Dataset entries
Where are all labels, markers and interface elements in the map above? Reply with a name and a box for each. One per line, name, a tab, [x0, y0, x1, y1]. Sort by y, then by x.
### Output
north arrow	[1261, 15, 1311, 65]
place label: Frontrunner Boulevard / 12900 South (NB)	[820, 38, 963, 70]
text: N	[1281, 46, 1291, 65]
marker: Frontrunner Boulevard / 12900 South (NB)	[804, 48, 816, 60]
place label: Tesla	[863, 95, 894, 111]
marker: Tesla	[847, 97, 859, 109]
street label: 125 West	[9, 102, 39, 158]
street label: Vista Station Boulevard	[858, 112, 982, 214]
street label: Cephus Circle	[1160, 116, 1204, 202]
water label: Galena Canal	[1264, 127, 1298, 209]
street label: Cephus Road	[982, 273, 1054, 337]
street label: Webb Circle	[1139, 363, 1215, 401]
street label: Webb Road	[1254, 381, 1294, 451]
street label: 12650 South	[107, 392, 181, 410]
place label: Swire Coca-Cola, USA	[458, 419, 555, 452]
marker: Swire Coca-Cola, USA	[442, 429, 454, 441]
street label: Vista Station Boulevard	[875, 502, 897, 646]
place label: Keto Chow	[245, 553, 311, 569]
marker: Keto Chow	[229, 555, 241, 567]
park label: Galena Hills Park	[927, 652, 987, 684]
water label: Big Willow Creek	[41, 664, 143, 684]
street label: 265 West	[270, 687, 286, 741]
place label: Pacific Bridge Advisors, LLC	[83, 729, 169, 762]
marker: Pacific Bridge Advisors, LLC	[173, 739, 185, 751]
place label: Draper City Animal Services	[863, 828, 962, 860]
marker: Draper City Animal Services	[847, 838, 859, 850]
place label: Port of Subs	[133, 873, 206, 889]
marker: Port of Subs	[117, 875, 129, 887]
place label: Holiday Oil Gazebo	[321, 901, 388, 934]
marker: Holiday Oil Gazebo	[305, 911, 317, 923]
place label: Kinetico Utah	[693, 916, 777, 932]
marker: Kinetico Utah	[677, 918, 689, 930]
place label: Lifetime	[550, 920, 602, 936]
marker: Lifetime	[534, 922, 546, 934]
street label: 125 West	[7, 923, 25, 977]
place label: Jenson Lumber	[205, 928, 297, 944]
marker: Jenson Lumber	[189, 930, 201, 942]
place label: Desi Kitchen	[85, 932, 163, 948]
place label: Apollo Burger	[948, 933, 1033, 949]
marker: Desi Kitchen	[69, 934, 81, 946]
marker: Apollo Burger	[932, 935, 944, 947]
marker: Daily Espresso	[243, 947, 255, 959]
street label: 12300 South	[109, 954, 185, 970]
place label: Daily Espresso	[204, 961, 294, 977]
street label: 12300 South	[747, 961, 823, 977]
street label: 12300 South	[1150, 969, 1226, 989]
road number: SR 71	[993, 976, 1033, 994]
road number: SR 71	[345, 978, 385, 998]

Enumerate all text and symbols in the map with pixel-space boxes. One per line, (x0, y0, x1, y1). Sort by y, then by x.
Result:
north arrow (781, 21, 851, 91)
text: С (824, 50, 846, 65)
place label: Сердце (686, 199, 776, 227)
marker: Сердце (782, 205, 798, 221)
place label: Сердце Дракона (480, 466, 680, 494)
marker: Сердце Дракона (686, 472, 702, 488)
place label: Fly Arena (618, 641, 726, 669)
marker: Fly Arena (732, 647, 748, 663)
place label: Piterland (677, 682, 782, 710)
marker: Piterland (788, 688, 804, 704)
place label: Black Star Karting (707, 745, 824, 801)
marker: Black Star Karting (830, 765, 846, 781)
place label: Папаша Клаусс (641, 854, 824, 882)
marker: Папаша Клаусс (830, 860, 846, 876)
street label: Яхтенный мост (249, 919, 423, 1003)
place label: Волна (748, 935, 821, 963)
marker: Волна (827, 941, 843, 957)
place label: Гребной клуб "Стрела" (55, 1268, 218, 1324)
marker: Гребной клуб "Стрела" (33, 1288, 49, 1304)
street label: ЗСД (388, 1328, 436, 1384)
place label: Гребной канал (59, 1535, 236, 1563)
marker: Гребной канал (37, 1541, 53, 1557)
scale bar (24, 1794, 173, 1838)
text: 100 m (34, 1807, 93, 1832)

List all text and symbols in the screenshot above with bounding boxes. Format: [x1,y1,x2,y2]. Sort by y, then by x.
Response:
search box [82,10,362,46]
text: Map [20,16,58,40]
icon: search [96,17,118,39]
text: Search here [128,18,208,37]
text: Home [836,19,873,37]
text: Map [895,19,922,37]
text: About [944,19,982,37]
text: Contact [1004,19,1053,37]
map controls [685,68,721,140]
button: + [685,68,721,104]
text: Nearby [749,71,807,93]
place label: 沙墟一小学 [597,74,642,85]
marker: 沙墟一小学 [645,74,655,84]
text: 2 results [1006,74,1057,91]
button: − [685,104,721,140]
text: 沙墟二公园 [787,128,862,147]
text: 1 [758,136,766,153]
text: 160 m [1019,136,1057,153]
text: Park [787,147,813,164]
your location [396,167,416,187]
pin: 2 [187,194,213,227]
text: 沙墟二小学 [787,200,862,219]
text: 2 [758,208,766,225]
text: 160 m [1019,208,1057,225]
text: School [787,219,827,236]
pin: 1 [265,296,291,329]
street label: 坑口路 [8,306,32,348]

** TASK **
Read through the data above. Report each line that has the word "button".

** RESPONSE BELOW **
button: + [685,68,721,104]
button: − [685,104,721,140]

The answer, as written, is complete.